Determine the count of lines containing "river" in the entries below and return only that figure.

(Stored data)

# # # # #

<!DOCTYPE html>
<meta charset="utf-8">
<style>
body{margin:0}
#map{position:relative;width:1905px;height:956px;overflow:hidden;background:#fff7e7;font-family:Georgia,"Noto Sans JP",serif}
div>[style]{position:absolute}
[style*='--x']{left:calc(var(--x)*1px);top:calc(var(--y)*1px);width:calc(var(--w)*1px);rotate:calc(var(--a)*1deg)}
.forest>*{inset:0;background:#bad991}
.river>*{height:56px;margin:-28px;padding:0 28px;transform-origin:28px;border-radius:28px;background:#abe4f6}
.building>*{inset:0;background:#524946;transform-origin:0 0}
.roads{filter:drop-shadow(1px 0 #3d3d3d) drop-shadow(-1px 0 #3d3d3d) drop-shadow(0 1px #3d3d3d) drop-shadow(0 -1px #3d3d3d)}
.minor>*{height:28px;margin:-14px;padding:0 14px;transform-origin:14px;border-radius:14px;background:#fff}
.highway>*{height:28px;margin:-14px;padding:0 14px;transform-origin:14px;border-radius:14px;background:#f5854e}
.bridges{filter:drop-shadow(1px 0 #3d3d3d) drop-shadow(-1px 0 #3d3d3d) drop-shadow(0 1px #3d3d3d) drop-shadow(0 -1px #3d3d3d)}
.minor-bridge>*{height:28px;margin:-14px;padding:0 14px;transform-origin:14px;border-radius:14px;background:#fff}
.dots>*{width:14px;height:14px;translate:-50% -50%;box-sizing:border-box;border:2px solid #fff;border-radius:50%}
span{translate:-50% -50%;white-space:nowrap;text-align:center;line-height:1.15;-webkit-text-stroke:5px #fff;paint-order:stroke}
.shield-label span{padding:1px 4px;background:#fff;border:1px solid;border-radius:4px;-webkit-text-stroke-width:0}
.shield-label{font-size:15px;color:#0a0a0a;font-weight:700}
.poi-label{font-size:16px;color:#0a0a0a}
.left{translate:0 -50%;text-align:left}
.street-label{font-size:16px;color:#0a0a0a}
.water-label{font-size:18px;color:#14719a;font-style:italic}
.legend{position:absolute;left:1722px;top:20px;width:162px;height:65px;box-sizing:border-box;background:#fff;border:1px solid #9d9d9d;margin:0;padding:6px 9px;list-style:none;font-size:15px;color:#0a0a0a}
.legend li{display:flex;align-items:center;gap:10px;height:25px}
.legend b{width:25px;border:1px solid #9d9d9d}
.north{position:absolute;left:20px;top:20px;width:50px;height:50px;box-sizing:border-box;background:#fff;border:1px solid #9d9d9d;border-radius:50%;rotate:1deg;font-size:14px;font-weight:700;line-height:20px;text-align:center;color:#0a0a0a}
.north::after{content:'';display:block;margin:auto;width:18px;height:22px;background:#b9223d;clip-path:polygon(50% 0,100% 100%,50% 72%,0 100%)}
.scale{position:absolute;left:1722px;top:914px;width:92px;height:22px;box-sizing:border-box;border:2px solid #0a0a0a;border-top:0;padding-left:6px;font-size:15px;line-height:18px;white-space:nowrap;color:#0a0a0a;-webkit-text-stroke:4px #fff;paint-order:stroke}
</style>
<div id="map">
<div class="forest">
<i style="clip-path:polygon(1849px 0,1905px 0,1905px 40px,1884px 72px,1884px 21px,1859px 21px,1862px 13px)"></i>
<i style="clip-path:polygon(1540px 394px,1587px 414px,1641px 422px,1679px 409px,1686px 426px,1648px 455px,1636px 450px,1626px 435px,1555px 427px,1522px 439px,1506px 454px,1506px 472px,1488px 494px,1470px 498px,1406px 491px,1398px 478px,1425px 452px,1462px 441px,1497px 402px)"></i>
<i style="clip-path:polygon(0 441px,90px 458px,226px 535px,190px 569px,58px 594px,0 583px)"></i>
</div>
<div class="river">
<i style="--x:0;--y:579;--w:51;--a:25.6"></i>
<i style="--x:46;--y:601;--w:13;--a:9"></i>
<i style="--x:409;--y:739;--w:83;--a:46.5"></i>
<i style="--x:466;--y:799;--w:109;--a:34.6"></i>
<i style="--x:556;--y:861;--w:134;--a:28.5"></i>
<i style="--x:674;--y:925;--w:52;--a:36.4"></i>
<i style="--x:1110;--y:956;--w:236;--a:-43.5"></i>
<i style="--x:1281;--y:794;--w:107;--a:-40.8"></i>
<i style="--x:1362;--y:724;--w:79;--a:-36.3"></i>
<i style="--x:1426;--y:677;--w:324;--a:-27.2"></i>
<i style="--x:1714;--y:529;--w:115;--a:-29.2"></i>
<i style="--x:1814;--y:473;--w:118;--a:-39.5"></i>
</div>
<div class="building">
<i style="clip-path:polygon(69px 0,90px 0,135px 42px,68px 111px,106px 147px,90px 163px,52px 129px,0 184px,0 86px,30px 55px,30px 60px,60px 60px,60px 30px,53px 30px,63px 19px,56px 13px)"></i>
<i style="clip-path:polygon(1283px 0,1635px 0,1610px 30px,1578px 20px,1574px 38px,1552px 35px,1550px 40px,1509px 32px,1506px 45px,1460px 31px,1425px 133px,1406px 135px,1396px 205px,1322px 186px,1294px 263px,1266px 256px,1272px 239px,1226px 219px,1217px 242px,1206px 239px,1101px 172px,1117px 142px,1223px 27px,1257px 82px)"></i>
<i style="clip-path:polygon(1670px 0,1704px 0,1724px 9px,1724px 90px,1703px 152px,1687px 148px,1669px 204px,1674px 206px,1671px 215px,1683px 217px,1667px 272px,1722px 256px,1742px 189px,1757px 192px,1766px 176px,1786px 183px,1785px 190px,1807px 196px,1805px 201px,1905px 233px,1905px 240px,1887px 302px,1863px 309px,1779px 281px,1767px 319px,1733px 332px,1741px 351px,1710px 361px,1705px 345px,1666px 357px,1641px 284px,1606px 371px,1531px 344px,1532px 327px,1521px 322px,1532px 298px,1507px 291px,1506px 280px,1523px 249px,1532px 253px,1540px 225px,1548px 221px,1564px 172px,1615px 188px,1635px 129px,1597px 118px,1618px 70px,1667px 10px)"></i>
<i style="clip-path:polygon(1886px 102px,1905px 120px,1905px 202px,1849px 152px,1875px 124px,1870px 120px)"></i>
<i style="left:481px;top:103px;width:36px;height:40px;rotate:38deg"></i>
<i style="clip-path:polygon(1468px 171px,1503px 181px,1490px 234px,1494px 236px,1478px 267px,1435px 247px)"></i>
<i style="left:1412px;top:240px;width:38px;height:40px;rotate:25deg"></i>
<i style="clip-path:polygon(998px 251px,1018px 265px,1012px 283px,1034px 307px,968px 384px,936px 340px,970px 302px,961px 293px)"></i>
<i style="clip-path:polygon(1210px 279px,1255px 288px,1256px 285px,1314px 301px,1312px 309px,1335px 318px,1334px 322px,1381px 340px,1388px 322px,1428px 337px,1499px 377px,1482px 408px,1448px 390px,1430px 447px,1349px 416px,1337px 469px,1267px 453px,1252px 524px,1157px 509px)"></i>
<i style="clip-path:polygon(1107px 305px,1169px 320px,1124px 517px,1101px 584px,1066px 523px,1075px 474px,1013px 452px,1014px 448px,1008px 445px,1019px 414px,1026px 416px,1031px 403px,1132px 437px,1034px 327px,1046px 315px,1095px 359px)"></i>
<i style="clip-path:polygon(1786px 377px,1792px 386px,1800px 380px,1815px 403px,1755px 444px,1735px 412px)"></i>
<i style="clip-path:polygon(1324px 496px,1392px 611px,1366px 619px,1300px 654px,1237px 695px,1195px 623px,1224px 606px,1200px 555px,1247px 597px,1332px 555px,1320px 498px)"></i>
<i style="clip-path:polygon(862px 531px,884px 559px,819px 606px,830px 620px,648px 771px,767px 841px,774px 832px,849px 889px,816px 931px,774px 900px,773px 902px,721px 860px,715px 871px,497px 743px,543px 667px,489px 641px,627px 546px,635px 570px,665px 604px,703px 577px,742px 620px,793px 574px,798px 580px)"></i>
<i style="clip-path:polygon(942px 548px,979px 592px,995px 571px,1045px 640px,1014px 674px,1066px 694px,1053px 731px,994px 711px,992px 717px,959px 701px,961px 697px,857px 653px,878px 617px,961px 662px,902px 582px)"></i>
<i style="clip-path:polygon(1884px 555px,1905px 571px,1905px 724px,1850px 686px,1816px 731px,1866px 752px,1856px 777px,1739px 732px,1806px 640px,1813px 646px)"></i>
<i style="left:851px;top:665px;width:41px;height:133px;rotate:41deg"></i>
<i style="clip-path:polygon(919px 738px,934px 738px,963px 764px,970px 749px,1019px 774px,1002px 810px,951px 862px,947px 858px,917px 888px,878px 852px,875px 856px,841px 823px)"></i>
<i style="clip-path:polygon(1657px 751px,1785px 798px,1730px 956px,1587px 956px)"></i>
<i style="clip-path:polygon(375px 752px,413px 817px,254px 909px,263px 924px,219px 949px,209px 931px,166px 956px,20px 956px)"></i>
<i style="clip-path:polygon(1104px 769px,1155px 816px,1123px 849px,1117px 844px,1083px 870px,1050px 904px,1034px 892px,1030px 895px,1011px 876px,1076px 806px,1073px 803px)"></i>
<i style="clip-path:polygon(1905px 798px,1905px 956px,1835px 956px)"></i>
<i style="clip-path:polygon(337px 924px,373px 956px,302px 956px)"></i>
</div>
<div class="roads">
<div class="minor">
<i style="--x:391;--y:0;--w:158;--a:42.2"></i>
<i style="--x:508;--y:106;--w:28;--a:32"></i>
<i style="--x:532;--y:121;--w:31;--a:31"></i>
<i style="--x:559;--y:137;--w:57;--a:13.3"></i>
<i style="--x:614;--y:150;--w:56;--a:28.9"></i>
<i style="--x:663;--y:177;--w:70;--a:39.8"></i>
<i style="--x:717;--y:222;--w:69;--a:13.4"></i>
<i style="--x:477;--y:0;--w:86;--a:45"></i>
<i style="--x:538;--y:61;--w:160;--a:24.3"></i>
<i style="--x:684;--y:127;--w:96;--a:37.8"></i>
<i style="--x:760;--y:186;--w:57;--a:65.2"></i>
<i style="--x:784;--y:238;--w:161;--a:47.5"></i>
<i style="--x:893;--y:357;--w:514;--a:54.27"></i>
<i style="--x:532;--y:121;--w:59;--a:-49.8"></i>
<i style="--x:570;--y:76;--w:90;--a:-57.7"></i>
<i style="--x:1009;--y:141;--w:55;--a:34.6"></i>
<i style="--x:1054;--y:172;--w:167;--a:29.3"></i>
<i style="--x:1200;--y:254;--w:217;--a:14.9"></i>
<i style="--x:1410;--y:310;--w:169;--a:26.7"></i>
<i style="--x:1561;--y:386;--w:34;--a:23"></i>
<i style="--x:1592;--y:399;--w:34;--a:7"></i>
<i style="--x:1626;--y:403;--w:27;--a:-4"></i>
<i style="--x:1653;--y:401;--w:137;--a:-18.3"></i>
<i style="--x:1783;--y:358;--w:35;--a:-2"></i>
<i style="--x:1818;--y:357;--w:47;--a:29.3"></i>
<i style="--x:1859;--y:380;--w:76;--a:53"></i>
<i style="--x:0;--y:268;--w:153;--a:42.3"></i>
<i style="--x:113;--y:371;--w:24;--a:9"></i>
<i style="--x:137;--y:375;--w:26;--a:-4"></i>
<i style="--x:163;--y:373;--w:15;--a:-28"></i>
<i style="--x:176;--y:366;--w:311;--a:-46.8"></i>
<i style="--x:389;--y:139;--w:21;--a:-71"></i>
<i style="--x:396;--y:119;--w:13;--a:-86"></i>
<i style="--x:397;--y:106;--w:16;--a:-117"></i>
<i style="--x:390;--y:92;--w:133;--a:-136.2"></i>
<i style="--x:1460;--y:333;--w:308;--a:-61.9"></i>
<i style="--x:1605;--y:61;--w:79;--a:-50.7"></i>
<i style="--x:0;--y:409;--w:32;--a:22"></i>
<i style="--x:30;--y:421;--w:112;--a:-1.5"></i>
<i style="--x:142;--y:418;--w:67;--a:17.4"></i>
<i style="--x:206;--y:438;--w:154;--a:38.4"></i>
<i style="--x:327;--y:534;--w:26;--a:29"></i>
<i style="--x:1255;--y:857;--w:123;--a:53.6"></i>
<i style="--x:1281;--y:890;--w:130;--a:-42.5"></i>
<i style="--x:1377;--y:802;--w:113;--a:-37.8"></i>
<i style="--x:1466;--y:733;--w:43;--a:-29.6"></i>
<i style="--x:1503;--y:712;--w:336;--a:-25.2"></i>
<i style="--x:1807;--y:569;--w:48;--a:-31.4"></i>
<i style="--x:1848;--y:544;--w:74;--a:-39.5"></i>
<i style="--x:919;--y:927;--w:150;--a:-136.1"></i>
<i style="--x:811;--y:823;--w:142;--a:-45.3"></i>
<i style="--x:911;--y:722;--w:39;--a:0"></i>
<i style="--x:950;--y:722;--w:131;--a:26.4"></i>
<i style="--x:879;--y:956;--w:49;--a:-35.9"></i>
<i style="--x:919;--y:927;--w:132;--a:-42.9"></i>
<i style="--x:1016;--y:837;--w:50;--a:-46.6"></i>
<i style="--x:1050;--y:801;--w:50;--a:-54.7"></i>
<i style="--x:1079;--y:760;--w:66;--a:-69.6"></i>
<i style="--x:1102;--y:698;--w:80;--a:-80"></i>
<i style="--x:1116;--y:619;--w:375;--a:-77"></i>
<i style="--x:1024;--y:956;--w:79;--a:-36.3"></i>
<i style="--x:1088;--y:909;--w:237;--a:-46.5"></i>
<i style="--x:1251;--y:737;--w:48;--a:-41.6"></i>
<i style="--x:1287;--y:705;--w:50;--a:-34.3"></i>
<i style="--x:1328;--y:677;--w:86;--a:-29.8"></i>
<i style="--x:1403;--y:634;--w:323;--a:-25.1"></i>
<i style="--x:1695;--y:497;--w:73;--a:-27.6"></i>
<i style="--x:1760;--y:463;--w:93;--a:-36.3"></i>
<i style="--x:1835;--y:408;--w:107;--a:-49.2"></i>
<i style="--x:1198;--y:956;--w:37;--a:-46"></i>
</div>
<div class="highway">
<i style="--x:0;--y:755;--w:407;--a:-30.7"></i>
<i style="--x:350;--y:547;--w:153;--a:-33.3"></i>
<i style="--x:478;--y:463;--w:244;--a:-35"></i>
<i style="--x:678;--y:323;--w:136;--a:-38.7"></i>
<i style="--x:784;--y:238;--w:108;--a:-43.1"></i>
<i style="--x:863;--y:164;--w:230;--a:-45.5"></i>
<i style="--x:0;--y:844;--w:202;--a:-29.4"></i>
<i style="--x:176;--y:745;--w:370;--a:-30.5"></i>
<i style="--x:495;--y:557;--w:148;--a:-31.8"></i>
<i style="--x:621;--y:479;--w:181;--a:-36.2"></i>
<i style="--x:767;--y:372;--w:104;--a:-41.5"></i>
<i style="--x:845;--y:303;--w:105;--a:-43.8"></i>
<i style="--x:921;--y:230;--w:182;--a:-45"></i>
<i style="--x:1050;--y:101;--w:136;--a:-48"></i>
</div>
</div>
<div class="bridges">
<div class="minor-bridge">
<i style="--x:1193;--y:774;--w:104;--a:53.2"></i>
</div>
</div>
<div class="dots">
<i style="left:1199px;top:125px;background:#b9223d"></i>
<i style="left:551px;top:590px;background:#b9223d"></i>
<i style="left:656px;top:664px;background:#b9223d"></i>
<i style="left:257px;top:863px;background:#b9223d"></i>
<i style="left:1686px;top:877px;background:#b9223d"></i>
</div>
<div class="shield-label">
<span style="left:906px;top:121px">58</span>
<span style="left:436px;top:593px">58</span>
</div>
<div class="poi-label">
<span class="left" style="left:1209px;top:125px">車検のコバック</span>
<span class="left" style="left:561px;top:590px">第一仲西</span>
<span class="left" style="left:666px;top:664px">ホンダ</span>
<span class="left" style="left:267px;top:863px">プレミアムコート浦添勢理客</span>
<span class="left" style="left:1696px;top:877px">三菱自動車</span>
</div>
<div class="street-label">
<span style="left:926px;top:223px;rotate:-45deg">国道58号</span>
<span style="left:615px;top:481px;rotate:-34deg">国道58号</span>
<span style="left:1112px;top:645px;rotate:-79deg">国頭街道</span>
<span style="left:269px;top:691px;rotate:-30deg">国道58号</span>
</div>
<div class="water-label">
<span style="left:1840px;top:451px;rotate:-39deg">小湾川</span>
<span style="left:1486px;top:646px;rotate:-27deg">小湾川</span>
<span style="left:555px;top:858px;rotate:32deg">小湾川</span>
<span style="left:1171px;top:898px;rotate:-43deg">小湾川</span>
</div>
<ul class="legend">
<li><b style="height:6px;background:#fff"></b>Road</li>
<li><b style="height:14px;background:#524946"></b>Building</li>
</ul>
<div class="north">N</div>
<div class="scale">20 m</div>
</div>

# # # # #

● **Problem solution**: 2